▸ DATA RECORDS:
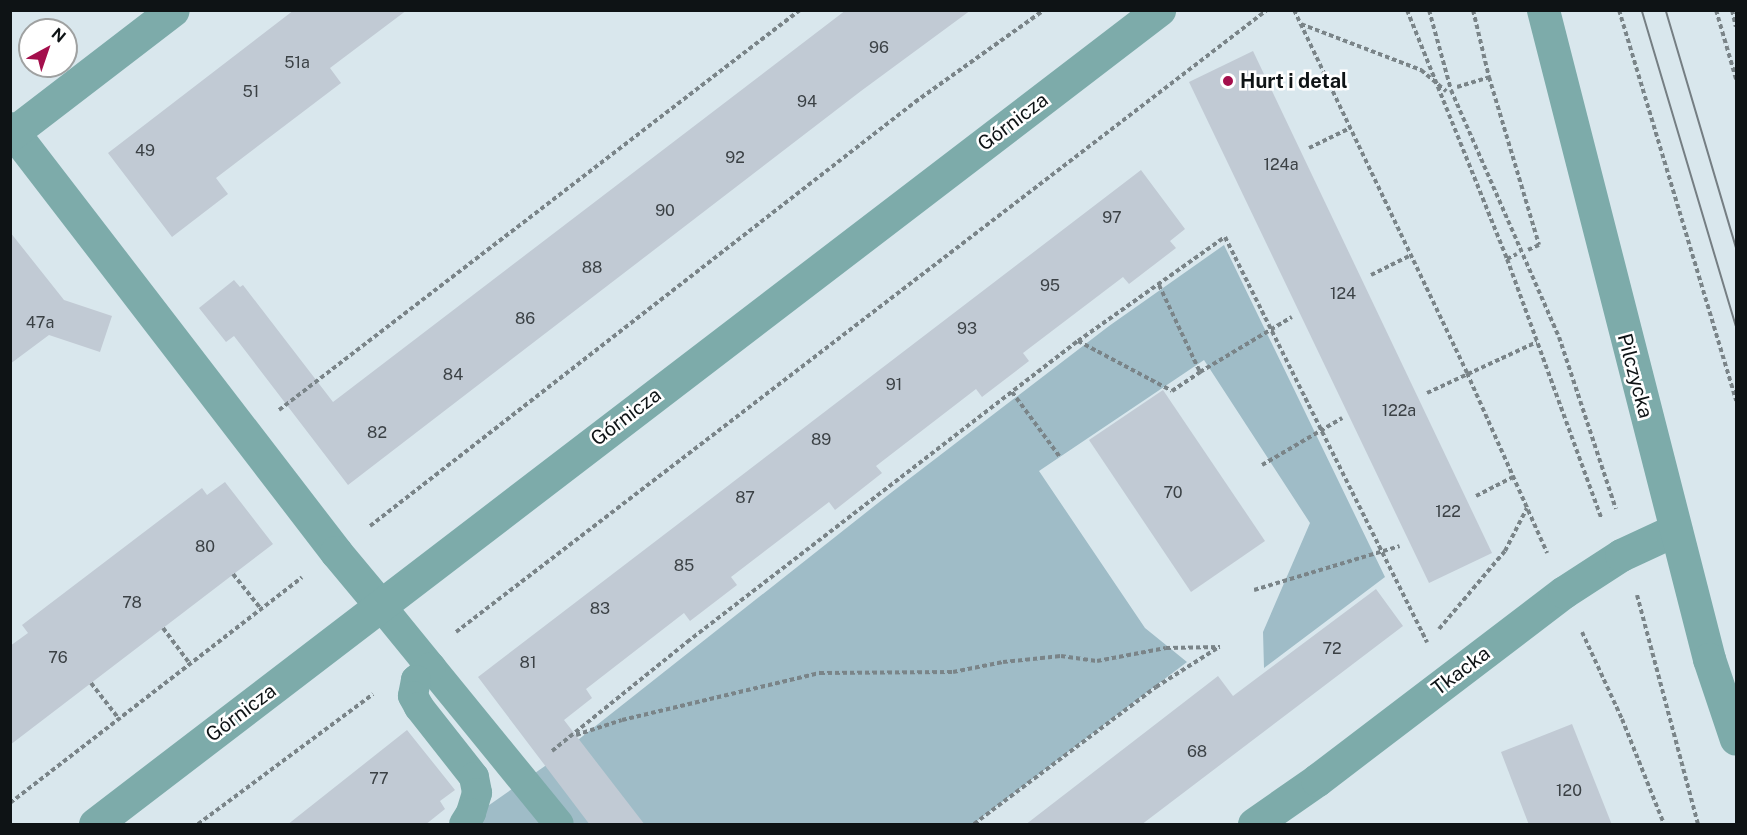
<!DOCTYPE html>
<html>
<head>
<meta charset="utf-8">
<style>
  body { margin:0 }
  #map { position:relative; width:1747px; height:835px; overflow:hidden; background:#d9e7ed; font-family:"Public Sans",sans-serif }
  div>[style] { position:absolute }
  .green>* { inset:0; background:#9fbcc7 }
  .building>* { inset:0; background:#c1cad4 }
  .path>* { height:4px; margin-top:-2px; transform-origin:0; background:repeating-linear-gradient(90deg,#7a8488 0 4.5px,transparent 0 7.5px) }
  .service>* { height:30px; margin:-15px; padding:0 15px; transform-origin:15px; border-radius:15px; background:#7dabaa }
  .minor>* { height:33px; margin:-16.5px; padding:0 16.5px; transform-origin:16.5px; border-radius:16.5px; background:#7dabaa }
  .tertiary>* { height:33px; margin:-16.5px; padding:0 16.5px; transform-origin:16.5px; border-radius:16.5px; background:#7dabaa }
  .tram>* { height:1.5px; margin:-0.75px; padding:0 0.75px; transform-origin:0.75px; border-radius:0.75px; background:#757e83 }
  .dots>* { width:16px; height:16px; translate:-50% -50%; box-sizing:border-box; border:3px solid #fff; border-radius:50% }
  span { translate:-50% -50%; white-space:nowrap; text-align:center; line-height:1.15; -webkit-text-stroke:5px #fff; paint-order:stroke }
  .number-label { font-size:16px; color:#3b4145 }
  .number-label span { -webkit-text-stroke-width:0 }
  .poi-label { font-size:20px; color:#0e1315; font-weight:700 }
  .left { translate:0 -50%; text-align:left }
  .street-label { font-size:20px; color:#0e1315 }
  .frame { position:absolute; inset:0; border:12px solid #0e1315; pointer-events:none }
  .north { position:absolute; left:18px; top:18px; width:60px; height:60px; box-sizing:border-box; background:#fff; border:2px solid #9fa1a1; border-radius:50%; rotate:40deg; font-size:16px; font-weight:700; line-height:24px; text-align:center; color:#0e1315 }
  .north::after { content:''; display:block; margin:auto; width:21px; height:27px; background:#a40f4c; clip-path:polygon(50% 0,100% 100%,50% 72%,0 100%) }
</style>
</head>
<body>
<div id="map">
  <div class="green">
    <i style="clip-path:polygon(1224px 245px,1385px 577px,1264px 668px,1263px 632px,1310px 523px,1204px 360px,1039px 471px,1145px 628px,1187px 662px,973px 824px,462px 824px,545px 766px,892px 492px,1109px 326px)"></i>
  </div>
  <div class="building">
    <i style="clip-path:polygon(294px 10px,407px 10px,330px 68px,341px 83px,216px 178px,228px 194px,172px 237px,108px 153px)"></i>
    <i style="clip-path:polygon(846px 10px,971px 10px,861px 91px,348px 485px,234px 336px,226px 342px,199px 308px,234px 280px,240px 287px,243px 285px,333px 402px)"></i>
    <i style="clip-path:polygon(1253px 51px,1492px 553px,1429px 583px,1189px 82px)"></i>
    <i style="clip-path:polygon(1141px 170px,1185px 229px,1170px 241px,1176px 248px,1129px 284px,1123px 277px,1023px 353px,1029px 361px,982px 397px,976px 389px,876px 466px,882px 473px,835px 510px,829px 502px,731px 577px,737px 585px,690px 621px,684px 613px,586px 689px,592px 698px,564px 720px,645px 825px,590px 825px,478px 677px)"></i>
    <i style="clip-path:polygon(10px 232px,64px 300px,112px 316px,100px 352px,49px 335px,10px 364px)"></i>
    <i style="clip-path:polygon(1163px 390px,1265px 541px,1191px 592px,1089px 440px)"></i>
    <i style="clip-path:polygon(225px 482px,273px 544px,10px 745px,10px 646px,28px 633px,22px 625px,202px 488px,207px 495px)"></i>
    <i style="clip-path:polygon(1376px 589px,1403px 626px,1141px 825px,1025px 825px,1218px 676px,1233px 696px)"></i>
    <i style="clip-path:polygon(1572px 724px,1612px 825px,1529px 825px,1501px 752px)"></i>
    <i style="clip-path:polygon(407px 730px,455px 790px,440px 801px,445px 809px,425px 825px,287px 825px)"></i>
  </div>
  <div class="path">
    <i style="left:1294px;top:10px;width:402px;rotate:64.5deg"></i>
    <i style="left:1467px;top:373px;width:197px;rotate:66deg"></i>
    <i style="left:1407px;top:10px;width:268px;rotate:68.1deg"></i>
    <i style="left:1507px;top:259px;width:275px;rotate:70deg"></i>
    <i style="left:1429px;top:10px;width:83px;rotate:74.6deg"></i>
    <i style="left:1451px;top:90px;width:270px;rotate:66.4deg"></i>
    <i style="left:1559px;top:337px;width:181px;rotate:71.7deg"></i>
    <i style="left:1473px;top:10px;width:69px;rotate:76.6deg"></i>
    <i style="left:1489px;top:77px;width:175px;rotate:73.4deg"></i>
    <i style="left:1539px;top:245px;width:12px;rotate:156deg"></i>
    <i style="left:1619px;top:10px;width:408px;rotate:73.3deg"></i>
    <i style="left:1716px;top:10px;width:72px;rotate:73.8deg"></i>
    <i style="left:1732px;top:10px;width:17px;rotate:77deg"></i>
    <i style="left:1301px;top:24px;width:129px;rotate:21deg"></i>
    <i style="left:1421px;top:70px;width:33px;rotate:40deg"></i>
    <i style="left:1457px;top:87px;width:34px;rotate:-17deg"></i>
    <i style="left:1309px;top:148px;width:46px;rotate:-26deg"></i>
    <i style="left:1507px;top:259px;width:11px;rotate:-27deg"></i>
    <i style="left:1371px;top:275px;width:45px;rotate:-26.6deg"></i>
    <i style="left:1159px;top:285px;width:96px;rotate:64.8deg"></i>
    <i style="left:1200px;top:372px;width:107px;rotate:-30.9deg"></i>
    <i style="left:1078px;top:341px;width:106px;rotate:28deg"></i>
    <i style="left:1172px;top:391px;width:34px;rotate:-34deg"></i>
    <i style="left:1012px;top:392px;width:81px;rotate:53.6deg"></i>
    <i style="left:1427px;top:393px;width:121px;rotate:-24.9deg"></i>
    <i style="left:279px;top:410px;width:657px;rotate:-37.52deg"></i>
    <i style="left:1262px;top:465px;width:93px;rotate:-30.4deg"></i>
    <i style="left:1476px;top:496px;width:42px;rotate:-27.2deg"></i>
    <i style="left:370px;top:526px;width:691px;rotate:-37.88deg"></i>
    <i style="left:915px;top:102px;width:158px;rotate:-35.5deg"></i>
    <i style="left:233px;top:574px;width:45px;rotate:51.3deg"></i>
    <i style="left:1254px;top:590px;width:152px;rotate:-16.8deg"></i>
    <i style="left:1637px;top:595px;width:237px;rotate:75.1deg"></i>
    <i style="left:163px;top:628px;width:45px;rotate:53.1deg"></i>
    <i style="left:1439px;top:629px;width:102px;rotate:-49.8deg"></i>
    <i style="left:1505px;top:551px;width:48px;rotate:-62.9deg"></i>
    <i style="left:456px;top:632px;width:1022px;rotate:-37.49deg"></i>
    <i style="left:1582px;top:632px;width:96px;rotate:65.3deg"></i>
    <i style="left:1622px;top:719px;width:113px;rotate:68.2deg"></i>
    <i style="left:91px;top:683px;width:46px;rotate:52.1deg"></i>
    <i style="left:576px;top:735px;width:48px;rotate:-18.1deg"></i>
    <i style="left:622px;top:720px;width:204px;rotate:-13.4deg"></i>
    <i style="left:820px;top:673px;width:133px;rotate:-0.4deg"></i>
    <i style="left:953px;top:672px;width:51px;rotate:-11.3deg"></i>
    <i style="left:1003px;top:662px;width:58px;rotate:-5.9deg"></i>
    <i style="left:1061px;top:656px;width:36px;rotate:8deg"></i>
    <i style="left:1097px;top:661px;width:70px;rotate:-10.7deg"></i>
    <i style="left:1166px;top:648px;width:54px;rotate:-1.1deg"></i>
    <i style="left:552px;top:751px;width:174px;rotate:-38.9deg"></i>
    <i style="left:687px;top:642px;width:493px;rotate:-37.6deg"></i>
    <i style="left:1078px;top:341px;width:180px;rotate:-35.3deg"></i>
    <i style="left:1225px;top:237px;width:453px;rotate:63.5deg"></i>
    <i style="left:10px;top:803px;width:369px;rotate:-37.7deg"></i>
    <i style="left:198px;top:824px;width:218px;rotate:-36.6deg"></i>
    <i style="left:974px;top:824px;width:228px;rotate:-37deg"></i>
    <i style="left:1156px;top:687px;width:75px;rotate:-32.4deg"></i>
  </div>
  <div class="service">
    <i style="left:381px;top:606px;width:281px;rotate:50.8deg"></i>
    <i style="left:431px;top:667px;width:20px;rotate:139deg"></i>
    <i style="left:416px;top:680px;width:16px;rotate:101deg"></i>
    <i style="left:413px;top:696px;width:13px;rotate:61deg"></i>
    <i style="left:419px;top:707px;width:89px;rotate:51.8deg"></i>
    <i style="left:474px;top:777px;width:16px;rotate:79deg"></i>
    <i style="left:477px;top:793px;width:21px;rotate:107deg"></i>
    <i style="left:471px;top:813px;width:13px;rotate:122deg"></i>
  </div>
  <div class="minor">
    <i style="left:10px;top:128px;width:535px;rotate:52.44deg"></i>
    <i style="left:336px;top:552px;width:70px;rotate:50.2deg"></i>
    <i style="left:10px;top:135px;width:205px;rotate:-37.5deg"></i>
    <i style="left:1254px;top:824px;width:77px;rotate:-34.9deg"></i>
    <i style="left:1317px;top:780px;width:310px;rotate:-37.3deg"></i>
    <i style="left:1564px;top:592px;width:68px;rotate:-33deg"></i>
    <i style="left:1621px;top:555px;width:60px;rotate:-24.8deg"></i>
  </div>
  <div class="tertiary">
    <i style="left:1543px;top:10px;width:670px;rotate:75.65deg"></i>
    <i style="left:1709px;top:659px;width:84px;rotate:71.4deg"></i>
    <i style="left:95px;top:824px;width:1340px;rotate:-37.42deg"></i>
  </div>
  <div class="tram">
    <i style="left:1642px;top:10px;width:329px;rotate:73.4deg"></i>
    <i style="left:1666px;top:10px;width:247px;rotate:73.5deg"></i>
  </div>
  <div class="dots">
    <i style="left:1228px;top:81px;background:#a40f4c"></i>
  </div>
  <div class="number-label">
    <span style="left:879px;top:48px">96</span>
    <span style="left:297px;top:63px">51a</span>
    <span style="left:251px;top:92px">51</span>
    <span style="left:807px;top:102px">94</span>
    <span style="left:145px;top:151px">49</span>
    <span style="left:735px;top:158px">92</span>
    <span style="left:1281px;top:165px">124a</span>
    <span style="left:665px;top:211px">90</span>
    <span style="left:1112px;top:218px">97</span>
    <span style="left:592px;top:268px">88</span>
    <span style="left:1050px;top:286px">95</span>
    <span style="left:1343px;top:294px">124</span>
    <span style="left:525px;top:319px">86</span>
    <span style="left:40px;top:323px">47a</span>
    <span style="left:967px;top:329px">93</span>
    <span style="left:453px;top:375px">84</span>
    <span style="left:894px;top:385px">91</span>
    <span style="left:1399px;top:411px">122a</span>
    <span style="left:377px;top:433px">82</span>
    <span style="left:821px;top:440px">89</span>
    <span style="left:1173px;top:493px">70</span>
    <span style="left:745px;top:498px">87</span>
    <span style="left:1448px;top:512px">122</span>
    <span style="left:205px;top:547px">80</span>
    <span style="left:684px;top:566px">85</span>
    <span style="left:132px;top:603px">78</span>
    <span style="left:600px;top:609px">83</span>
    <span style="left:1332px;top:649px">72</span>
    <span style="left:58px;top:658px">76</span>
    <span style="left:528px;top:663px">81</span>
    <span style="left:1197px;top:752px">68</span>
    <span style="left:379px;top:779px">77</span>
    <span style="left:1569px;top:791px">120</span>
  </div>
  <div class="poi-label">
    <span class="left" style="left:1240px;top:81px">Hurt i detal</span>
  </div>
  <div class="street-label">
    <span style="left:1013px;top:122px;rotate:-37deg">Górnicza</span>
    <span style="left:1635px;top:376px;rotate:75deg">Pilczycka</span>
    <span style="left:626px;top:417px;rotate:-37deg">Górnicza</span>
    <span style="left:1461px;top:671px;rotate:-37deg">Tkacka</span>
    <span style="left:241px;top:713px;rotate:-37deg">Górnicza</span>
  </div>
  <div class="frame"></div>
  <div class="north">N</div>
</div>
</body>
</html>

▸ PROBLEM TO SOLVE: Only lines belong in the copy: transcribe those from the start of the data through the line that contains "width:16px; height:16px; translate:-50%", and skip the pictures.

▸ RESPONSE TO THIS TASK:
<!DOCTYPE html>
<html>
<head>
<meta charset="utf-8">
<style>
  body { margin:0 }
  #map { position:relative; width:1747px; height:835px; overflow:hidden; background:#d9e7ed; font-family:"Public Sans",sans-serif }
  div>[style] { position:absolute }
  .green>* { inset:0; background:#9fbcc7 }
  .building>* { inset:0; background:#c1cad4 }
  .path>* { height:4px; margin-top:-2px; transform-origin:0; background:repeating-linear-gradient(90deg,#7a8488 0 4.5px,transparent 0 7.5px) }
  .service>* { height:30px; margin:-15px; padding:0 15px; transform-origin:15px; border-radius:15px; background:#7dabaa }
  .minor>* { height:33px; margin:-16.5px; padding:0 16.5px; transform-origin:16.5px; border-radius:16.5px; background:#7dabaa }
  .tertiary>* { height:33px; margin:-16.5px; padding:0 16.5px; transform-origin:16.5px; border-radius:16.5px; background:#7dabaa }
  .tram>* { height:1.5px; margin:-0.75px; padding:0 0.75px; transform-origin:0.75px; border-radius:0.75px; background:#757e83 }
  .dots>* { width:16px; height:16px; translate:-50% -50%; box-sizing:border-box; border:3px solid #fff; border-radius:50% }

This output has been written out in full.